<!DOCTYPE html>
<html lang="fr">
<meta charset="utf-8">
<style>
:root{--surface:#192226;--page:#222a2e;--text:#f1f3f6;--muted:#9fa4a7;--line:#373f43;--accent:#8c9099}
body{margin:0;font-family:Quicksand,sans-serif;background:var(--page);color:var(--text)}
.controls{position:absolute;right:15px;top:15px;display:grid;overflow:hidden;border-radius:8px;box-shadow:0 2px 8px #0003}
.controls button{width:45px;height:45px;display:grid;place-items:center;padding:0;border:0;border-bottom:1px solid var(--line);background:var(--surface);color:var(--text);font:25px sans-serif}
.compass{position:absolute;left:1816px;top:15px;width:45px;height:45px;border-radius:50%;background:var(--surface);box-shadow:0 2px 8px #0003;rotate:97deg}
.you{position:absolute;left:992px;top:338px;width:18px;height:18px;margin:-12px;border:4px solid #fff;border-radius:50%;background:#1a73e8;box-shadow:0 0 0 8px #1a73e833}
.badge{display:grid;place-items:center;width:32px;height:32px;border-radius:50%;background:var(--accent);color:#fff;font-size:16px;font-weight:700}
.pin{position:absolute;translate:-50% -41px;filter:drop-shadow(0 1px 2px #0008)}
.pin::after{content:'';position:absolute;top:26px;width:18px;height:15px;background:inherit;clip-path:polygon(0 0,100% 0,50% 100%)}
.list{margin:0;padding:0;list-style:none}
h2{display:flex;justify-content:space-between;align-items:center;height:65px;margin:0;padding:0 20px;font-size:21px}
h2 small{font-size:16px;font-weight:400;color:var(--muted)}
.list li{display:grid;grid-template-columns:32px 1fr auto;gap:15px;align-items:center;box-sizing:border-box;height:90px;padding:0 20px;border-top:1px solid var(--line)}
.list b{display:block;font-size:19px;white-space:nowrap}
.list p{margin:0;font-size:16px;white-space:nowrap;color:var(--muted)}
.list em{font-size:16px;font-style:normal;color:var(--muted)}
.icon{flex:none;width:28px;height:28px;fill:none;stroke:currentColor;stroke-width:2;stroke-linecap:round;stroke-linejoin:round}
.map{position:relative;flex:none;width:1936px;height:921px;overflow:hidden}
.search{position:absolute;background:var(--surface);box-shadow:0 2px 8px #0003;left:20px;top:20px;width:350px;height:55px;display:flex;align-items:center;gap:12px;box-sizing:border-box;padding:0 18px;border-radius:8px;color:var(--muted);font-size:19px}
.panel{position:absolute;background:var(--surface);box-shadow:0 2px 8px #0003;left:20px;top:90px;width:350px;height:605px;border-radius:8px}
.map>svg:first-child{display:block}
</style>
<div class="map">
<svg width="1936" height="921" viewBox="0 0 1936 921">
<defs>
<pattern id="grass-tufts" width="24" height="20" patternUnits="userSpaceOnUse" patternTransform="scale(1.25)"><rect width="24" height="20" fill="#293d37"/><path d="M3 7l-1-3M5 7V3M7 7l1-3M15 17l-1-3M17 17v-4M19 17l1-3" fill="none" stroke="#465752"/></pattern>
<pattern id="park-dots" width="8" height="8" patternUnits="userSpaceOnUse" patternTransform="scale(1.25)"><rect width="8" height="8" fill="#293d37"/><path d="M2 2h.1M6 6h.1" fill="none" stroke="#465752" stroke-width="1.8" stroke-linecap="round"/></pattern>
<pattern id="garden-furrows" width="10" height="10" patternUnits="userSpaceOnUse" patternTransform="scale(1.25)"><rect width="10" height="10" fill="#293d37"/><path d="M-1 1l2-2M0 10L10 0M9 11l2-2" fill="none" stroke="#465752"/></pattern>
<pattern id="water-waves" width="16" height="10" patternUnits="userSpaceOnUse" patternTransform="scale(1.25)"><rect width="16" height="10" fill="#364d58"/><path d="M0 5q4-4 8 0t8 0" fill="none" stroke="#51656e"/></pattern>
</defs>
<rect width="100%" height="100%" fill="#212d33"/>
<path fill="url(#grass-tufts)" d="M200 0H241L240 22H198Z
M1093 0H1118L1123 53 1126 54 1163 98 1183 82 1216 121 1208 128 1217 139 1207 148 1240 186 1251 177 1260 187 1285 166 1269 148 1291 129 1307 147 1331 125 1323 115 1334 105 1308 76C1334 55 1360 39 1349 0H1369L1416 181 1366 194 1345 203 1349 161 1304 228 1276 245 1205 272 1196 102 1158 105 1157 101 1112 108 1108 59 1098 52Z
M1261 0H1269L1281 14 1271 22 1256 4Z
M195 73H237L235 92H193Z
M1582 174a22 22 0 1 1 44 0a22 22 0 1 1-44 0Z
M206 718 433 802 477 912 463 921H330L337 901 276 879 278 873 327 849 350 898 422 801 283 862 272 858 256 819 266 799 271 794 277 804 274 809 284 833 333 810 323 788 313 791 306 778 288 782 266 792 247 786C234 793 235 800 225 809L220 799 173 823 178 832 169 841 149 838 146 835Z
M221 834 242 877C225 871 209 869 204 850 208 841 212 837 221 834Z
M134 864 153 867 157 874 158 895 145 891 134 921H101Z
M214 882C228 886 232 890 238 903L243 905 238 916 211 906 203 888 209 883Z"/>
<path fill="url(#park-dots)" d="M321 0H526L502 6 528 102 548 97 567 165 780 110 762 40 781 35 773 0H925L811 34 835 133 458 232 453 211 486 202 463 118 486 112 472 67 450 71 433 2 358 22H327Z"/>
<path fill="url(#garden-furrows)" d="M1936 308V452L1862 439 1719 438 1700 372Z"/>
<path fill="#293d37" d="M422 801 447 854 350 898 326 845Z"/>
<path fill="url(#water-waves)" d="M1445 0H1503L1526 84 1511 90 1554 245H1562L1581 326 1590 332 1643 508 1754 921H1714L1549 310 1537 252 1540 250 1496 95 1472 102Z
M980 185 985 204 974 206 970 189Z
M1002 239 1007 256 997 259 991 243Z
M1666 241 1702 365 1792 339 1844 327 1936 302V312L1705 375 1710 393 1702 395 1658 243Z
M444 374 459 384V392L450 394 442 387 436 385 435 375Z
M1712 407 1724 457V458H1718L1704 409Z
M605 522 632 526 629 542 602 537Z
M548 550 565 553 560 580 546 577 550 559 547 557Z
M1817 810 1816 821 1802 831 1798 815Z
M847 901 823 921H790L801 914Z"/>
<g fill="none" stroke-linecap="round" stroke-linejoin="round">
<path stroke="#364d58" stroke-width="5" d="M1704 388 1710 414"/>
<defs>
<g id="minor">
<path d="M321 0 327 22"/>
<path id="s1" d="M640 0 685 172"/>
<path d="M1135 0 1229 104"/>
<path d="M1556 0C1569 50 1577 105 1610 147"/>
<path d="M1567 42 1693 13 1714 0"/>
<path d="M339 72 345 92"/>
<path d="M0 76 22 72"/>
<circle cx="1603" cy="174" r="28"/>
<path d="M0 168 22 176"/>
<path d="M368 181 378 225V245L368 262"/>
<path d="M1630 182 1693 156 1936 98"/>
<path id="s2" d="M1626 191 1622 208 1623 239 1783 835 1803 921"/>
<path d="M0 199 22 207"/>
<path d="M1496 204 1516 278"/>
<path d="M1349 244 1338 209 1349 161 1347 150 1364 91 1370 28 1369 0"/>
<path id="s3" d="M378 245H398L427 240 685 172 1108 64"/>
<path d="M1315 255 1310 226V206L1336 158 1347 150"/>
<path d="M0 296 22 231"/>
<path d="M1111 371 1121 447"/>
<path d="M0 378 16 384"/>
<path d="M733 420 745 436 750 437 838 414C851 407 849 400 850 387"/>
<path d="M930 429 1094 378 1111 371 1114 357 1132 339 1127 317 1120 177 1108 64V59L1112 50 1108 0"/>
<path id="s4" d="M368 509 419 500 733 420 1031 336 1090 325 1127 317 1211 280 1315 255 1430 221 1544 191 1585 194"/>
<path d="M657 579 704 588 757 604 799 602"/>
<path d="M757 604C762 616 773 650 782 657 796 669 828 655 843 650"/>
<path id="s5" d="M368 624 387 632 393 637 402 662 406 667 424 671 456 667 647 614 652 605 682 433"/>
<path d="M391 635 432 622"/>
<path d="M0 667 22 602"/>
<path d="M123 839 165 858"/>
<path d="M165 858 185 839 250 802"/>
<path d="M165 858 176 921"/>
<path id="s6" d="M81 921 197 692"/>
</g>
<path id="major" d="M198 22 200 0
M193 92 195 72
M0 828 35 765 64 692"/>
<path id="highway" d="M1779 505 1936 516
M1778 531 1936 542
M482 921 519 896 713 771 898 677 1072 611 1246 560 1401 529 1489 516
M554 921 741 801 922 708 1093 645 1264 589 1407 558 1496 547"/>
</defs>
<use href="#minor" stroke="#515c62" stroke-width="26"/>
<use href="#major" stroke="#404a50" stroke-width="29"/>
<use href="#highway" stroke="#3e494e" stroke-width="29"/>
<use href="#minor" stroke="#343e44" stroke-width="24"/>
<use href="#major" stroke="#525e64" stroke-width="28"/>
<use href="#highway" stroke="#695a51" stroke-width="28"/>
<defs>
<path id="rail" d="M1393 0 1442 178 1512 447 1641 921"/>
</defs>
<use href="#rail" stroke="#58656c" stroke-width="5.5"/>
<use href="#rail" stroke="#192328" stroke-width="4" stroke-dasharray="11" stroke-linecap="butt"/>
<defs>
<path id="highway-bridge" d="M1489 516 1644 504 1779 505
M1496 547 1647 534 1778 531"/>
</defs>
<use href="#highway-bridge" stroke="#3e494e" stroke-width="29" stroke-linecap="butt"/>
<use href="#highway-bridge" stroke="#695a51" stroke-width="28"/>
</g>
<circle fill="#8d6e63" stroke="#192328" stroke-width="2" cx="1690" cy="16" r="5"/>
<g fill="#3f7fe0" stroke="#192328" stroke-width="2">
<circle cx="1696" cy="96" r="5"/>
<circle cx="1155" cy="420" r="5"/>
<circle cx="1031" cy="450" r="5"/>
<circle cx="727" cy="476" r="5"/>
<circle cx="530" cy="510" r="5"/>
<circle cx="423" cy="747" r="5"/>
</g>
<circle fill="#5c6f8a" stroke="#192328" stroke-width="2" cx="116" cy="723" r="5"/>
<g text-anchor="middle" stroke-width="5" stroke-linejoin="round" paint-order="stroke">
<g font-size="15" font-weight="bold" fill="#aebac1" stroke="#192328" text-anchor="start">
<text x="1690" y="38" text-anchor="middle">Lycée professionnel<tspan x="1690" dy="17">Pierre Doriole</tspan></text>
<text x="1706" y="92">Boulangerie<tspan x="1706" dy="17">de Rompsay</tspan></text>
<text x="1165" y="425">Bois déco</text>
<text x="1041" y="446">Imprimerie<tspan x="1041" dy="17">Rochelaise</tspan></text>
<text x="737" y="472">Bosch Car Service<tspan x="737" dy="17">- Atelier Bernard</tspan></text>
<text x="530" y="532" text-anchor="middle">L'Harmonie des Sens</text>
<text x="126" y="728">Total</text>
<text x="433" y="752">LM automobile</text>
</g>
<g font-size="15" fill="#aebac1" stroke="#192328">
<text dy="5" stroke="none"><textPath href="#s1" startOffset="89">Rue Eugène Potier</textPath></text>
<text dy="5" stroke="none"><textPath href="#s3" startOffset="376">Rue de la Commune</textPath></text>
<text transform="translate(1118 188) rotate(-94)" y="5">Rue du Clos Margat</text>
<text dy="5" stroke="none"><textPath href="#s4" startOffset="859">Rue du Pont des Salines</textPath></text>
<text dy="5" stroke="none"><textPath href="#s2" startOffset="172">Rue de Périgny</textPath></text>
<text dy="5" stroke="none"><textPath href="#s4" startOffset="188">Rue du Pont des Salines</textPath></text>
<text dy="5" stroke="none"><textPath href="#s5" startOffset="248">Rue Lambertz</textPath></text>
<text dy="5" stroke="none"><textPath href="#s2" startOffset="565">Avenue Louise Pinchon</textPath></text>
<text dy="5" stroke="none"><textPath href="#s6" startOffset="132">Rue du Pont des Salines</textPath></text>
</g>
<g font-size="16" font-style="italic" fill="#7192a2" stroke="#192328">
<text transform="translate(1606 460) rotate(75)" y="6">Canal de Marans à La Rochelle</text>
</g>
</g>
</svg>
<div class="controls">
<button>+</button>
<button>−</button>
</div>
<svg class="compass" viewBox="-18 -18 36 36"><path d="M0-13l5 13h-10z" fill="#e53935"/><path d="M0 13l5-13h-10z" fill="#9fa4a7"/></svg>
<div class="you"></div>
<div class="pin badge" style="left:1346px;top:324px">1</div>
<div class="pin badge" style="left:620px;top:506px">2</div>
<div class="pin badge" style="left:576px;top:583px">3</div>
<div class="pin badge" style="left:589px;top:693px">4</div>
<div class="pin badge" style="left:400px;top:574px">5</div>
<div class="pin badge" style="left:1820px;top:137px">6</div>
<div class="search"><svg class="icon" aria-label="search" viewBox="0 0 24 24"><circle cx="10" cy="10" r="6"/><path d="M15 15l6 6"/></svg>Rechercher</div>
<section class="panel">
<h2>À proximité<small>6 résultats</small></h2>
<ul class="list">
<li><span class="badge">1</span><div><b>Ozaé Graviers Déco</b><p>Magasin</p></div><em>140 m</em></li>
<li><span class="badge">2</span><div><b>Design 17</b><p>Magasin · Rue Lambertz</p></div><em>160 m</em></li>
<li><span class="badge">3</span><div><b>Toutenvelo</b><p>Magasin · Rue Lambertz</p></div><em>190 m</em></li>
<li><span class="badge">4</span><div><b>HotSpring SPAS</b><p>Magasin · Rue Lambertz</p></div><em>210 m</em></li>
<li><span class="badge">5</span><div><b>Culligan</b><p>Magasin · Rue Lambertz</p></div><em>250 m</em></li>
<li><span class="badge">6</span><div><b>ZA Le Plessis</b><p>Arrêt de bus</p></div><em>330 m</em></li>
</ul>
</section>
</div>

------------

▶ Exercise instructions: Where in the entries does the word "waves" occur? Copy out each line that has it.

▶ Response for this exercise:
<pattern id="water-waves" width="16" height="10" patternUnits="userSpaceOnUse" patternTransform="scale(1.25)"><rect width="16" height="10" fill="#364d58"/><path d="M0 5q4-4 8 0t8 0" fill="none" stroke="#51656e"/></pattern>
<path fill="url(#water-waves)" d="M1445 0H1503L1526 84 1511 90 1554 245H1562L1581 326 1590 332 1643 508 1754 921H1714L1549 310 1537 252 1540 250 1496 95 1472 102Z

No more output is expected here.